→ **What you have to do**
Records follow. Print exactly the lines from the one that has "Give bounding boxes" through the one that has "Find all labels, symbols", inclusive, and omit the pictures.

→ **Supplied entries**
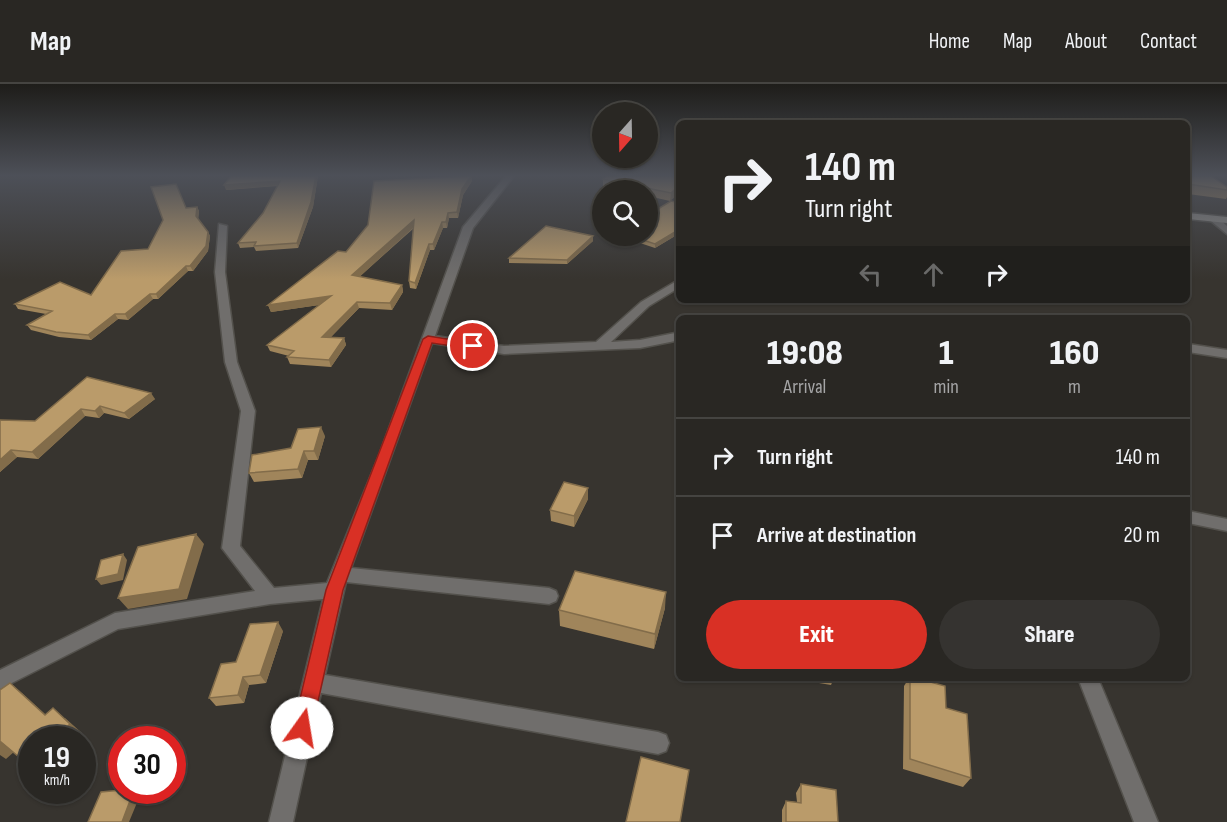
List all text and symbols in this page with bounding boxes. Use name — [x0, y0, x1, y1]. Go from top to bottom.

==

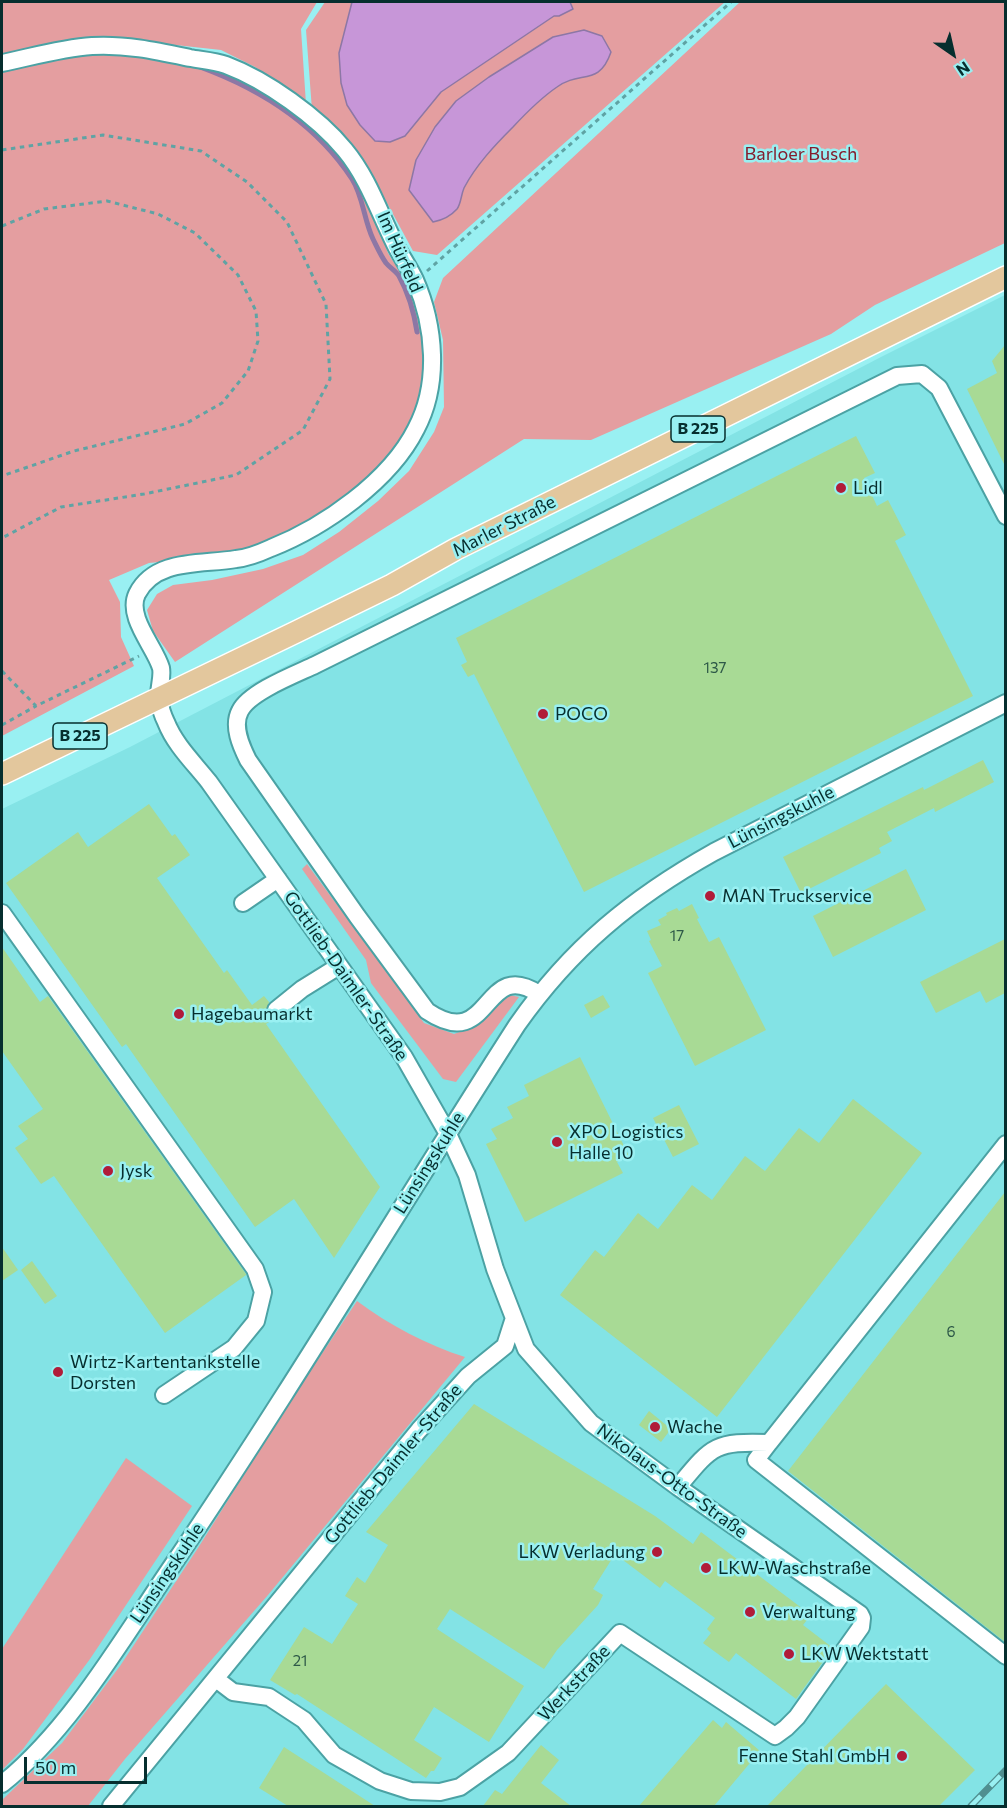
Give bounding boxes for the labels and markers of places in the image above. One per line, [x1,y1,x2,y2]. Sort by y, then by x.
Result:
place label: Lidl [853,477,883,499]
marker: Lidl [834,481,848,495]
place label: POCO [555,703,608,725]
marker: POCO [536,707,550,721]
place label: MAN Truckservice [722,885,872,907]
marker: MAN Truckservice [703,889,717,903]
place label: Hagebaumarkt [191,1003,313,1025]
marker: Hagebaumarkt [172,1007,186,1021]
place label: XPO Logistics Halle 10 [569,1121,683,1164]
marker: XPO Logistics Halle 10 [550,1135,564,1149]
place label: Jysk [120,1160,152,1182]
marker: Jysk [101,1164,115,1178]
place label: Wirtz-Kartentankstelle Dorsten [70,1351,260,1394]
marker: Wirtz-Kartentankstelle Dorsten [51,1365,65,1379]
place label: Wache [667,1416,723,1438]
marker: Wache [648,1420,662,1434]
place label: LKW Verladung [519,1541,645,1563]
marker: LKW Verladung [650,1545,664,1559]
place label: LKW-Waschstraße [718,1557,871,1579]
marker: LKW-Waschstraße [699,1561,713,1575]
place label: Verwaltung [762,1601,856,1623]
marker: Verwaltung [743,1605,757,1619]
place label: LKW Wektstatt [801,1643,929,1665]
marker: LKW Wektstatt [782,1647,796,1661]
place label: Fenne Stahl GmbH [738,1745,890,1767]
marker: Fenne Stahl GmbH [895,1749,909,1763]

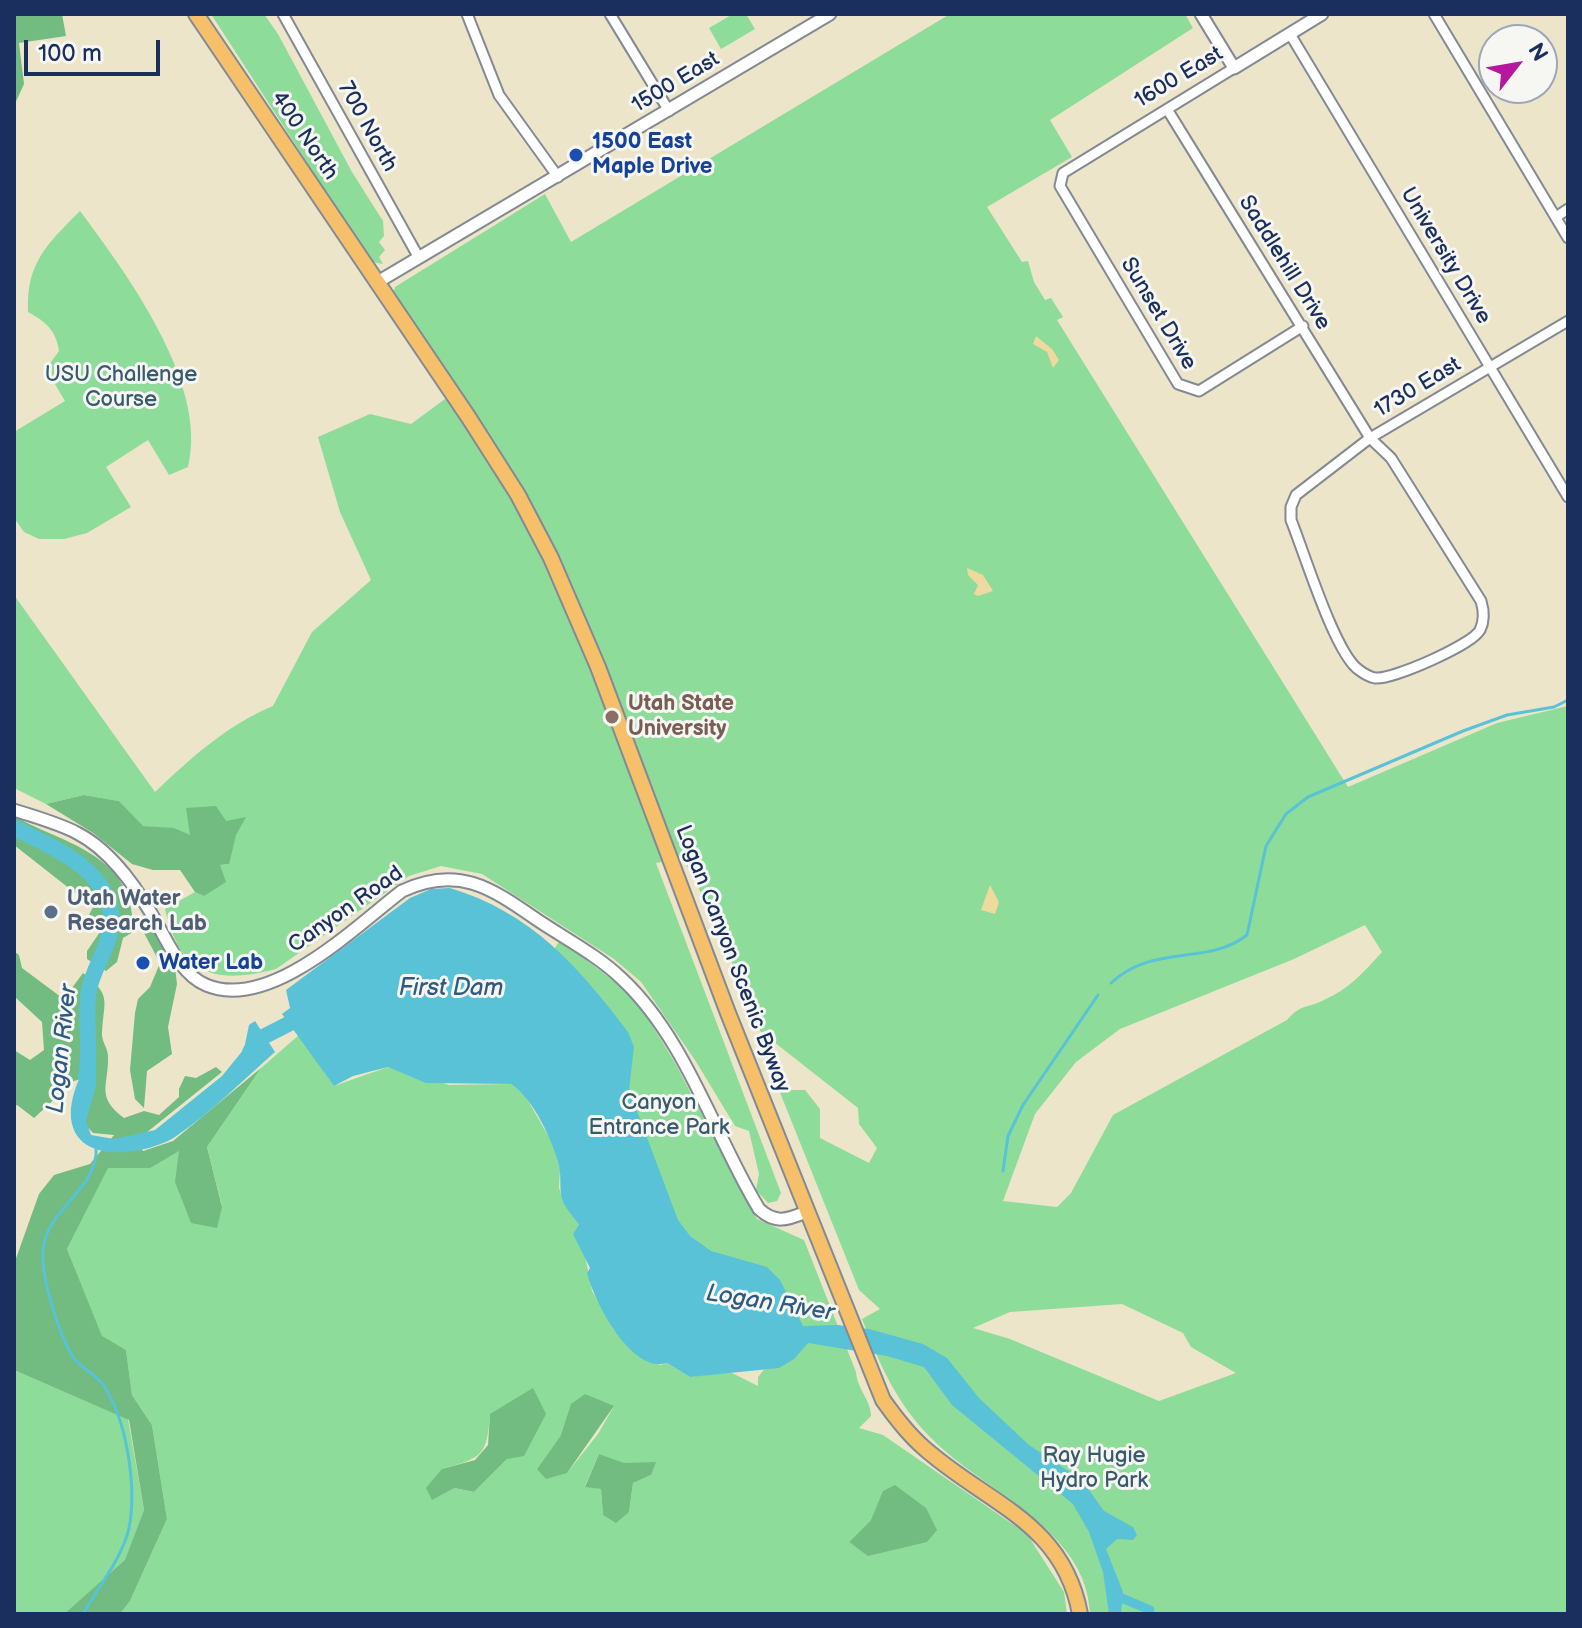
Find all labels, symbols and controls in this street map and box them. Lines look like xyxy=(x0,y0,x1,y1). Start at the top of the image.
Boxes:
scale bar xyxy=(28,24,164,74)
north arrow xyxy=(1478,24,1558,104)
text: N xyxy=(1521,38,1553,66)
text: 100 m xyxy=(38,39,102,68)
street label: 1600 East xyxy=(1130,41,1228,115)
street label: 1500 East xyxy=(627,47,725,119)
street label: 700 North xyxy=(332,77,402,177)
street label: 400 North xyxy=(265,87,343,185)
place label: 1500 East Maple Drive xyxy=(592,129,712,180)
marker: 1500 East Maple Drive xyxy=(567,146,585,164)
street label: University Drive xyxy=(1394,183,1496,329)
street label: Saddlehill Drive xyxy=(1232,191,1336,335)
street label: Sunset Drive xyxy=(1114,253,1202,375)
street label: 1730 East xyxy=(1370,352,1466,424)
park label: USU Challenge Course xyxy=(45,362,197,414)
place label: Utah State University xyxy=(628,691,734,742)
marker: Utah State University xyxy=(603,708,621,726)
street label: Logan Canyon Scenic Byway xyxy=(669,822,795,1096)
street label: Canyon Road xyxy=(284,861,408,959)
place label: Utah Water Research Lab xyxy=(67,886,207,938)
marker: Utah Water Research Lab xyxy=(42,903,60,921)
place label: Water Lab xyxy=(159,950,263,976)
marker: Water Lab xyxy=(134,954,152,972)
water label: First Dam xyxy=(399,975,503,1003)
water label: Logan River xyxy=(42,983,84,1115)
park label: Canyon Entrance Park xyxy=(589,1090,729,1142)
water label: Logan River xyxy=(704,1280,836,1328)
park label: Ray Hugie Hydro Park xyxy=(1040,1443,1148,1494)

→ **Response for this exercise**
Give bounding boxes for the labels and markers of places in the image above. One per line, [x1,y1,x2,y2]. Sort by y, then by x.
Result:
place label: Lidl [853,477,883,499]
marker: Lidl [834,481,848,495]
place label: POCO [555,703,608,725]
marker: POCO [536,707,550,721]
place label: MAN Truckservice [722,885,872,907]
marker: MAN Truckservice [703,889,717,903]
place label: Hagebaumarkt [191,1003,313,1025]
marker: Hagebaumarkt [172,1007,186,1021]
place label: XPO Logistics Halle 10 [569,1121,683,1164]
marker: XPO Logistics Halle 10 [550,1135,564,1149]
place label: Jysk [120,1160,152,1182]
marker: Jysk [101,1164,115,1178]
place label: Wirtz-Kartentankstelle Dorsten [70,1351,260,1394]
marker: Wirtz-Kartentankstelle Dorsten [51,1365,65,1379]
place label: Wache [667,1416,723,1438]
marker: Wache [648,1420,662,1434]
place label: LKW Verladung [519,1541,645,1563]
marker: LKW Verladung [650,1545,664,1559]
place label: LKW-Waschstraße [718,1557,871,1579]
marker: LKW-Waschstraße [699,1561,713,1575]
place label: Verwaltung [762,1601,856,1623]
marker: Verwaltung [743,1605,757,1619]
place label: LKW Wektstatt [801,1643,929,1665]
marker: LKW Wektstatt [782,1647,796,1661]
place label: Fenne Stahl GmbH [738,1745,890,1767]
marker: Fenne Stahl GmbH [895,1749,909,1763]

Find all labels, symbols and controls in this street map and box them. Lines look like xyxy=(x0,y0,x1,y1). Start at the top of the image.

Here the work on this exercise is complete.